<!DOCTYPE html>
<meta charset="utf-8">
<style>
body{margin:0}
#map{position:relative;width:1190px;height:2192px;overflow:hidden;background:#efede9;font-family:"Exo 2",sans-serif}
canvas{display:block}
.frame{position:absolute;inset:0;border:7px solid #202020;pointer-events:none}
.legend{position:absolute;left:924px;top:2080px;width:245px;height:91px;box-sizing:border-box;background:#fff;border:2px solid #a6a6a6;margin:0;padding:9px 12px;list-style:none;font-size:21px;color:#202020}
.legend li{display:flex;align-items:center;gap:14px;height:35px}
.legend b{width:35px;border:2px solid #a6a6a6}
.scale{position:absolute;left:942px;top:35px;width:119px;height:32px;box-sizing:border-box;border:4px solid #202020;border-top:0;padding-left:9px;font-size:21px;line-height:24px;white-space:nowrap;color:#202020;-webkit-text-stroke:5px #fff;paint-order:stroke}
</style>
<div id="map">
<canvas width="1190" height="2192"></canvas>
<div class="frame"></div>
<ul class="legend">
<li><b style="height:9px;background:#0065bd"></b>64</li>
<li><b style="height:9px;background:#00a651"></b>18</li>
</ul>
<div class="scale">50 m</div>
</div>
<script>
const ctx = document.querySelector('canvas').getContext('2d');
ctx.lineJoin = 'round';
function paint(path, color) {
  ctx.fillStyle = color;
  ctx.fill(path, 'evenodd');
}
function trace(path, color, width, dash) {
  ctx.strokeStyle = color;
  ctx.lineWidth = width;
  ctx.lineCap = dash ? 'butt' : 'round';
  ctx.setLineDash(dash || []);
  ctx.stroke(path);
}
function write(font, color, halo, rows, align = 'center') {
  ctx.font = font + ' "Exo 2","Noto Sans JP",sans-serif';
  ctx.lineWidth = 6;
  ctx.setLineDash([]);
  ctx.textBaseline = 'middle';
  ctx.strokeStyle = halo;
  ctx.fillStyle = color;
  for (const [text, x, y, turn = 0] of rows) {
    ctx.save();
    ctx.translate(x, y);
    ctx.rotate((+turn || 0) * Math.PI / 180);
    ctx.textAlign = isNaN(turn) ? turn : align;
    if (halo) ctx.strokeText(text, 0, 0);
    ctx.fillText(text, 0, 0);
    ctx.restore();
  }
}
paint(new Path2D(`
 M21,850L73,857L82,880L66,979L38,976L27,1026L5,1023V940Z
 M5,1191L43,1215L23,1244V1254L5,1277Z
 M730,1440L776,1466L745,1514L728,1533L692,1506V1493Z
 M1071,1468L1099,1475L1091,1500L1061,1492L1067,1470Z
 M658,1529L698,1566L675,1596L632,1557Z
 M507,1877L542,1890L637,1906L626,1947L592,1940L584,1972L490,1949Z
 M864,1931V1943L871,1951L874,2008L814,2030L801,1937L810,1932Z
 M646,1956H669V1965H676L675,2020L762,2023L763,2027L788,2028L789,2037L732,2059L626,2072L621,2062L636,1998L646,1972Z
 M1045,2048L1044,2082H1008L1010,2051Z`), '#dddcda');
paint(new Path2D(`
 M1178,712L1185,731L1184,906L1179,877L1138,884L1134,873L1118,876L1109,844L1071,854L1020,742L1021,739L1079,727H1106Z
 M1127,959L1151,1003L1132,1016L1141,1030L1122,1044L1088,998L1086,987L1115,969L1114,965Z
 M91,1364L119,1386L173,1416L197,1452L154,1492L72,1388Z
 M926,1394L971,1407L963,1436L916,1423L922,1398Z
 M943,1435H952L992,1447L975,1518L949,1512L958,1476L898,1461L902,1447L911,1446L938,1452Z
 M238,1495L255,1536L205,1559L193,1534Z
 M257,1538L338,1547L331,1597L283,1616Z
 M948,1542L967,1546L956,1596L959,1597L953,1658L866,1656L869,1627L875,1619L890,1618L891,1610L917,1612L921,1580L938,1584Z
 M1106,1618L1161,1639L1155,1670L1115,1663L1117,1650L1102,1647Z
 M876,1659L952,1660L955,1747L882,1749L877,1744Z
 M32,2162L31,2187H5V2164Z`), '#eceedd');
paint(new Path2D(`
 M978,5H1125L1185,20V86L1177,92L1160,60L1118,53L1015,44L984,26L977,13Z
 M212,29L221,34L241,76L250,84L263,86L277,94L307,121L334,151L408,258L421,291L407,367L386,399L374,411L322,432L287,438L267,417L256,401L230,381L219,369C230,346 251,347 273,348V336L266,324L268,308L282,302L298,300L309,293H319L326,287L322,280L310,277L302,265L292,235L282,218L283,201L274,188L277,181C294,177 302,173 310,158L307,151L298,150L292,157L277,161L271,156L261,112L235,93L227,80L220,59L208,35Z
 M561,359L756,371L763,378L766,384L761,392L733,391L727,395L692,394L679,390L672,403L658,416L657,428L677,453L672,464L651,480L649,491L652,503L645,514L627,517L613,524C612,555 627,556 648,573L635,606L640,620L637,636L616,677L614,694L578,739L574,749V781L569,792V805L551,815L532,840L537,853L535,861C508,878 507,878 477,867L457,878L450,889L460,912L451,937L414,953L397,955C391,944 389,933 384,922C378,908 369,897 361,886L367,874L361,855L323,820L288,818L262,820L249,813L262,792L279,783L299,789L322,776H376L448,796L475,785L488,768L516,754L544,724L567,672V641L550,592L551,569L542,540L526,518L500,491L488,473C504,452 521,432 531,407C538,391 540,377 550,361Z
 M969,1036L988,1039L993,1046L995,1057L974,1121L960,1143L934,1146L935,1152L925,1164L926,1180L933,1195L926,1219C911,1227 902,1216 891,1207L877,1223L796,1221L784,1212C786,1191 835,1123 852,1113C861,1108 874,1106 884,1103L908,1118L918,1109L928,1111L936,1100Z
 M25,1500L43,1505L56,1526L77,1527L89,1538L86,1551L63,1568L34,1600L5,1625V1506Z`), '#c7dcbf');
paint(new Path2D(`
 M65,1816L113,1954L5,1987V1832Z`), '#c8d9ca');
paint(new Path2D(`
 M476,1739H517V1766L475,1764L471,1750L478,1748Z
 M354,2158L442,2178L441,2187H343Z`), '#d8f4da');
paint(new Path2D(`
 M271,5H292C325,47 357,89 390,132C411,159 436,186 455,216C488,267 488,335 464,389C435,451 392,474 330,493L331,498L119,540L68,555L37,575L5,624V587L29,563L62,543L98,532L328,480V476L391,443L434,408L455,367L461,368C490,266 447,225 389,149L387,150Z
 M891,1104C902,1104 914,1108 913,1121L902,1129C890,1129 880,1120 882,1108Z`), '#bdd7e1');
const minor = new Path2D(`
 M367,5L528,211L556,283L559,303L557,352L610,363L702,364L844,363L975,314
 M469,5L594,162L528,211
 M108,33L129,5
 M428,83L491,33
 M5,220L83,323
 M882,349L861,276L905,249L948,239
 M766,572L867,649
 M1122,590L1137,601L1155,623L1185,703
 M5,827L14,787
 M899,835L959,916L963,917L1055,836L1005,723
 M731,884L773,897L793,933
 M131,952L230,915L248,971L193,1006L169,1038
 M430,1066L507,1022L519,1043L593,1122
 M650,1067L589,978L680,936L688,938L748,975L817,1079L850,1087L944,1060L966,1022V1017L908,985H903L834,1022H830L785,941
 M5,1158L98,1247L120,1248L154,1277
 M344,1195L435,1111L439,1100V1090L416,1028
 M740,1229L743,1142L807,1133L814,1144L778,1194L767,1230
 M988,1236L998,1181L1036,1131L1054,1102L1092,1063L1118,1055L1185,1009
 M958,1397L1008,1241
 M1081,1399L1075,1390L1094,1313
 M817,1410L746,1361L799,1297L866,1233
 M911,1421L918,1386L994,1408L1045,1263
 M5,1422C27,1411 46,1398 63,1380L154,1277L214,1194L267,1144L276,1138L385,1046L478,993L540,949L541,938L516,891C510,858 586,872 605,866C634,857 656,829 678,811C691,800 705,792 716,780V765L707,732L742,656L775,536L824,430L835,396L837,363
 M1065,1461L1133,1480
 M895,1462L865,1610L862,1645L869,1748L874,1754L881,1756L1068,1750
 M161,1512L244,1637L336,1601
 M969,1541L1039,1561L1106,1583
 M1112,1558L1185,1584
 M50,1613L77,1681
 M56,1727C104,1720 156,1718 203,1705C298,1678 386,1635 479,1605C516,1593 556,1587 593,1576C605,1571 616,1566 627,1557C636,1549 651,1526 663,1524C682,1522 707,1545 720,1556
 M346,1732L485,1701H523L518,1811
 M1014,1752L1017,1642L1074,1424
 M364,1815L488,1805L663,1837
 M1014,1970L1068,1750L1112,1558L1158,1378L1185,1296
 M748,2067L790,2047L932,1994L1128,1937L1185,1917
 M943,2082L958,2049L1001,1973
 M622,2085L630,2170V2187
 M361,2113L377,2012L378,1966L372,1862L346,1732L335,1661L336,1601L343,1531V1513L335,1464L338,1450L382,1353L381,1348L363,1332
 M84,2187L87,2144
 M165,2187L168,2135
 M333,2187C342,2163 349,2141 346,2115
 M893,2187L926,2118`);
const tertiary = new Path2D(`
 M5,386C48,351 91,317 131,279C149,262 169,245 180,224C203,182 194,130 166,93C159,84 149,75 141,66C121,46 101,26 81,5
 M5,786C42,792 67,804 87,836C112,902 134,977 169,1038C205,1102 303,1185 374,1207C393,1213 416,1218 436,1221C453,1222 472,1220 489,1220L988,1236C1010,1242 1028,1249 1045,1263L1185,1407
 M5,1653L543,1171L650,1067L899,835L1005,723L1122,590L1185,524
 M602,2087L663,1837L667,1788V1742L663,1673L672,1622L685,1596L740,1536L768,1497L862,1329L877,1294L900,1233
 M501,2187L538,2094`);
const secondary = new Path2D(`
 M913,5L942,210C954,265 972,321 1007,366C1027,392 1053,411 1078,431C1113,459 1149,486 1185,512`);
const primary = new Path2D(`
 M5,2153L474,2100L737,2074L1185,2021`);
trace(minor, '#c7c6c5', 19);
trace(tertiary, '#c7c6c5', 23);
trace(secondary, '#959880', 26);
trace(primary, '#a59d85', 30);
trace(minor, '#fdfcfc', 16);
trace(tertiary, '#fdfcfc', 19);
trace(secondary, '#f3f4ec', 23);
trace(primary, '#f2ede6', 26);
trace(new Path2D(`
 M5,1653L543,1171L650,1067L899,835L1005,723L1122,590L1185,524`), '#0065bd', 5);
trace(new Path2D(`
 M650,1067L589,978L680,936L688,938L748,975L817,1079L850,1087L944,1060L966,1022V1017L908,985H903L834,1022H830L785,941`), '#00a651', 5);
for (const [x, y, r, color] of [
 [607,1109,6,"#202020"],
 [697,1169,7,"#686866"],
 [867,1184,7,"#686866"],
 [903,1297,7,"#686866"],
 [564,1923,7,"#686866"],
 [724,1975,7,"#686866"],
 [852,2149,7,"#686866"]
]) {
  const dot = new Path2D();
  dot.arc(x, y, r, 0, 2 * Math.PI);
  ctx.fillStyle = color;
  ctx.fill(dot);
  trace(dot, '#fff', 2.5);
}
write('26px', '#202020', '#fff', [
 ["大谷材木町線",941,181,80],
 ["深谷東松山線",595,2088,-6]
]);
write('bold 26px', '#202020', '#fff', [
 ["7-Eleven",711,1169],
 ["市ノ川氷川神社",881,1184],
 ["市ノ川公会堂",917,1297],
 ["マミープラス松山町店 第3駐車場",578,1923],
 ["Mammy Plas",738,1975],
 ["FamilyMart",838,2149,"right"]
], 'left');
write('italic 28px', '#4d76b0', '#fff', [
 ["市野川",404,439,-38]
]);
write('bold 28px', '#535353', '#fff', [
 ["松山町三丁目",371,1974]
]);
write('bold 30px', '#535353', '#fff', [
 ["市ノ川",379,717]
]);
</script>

========================================================================

#### Aim of the task:
Whenever a line above has the word "Math" in it, copy that line.

#### Output for this exercise:
    ctx.rotate((+turn || 0) * Math.PI / 180);
  dot.arc(x, y, r, 0, 2 * Math.PI);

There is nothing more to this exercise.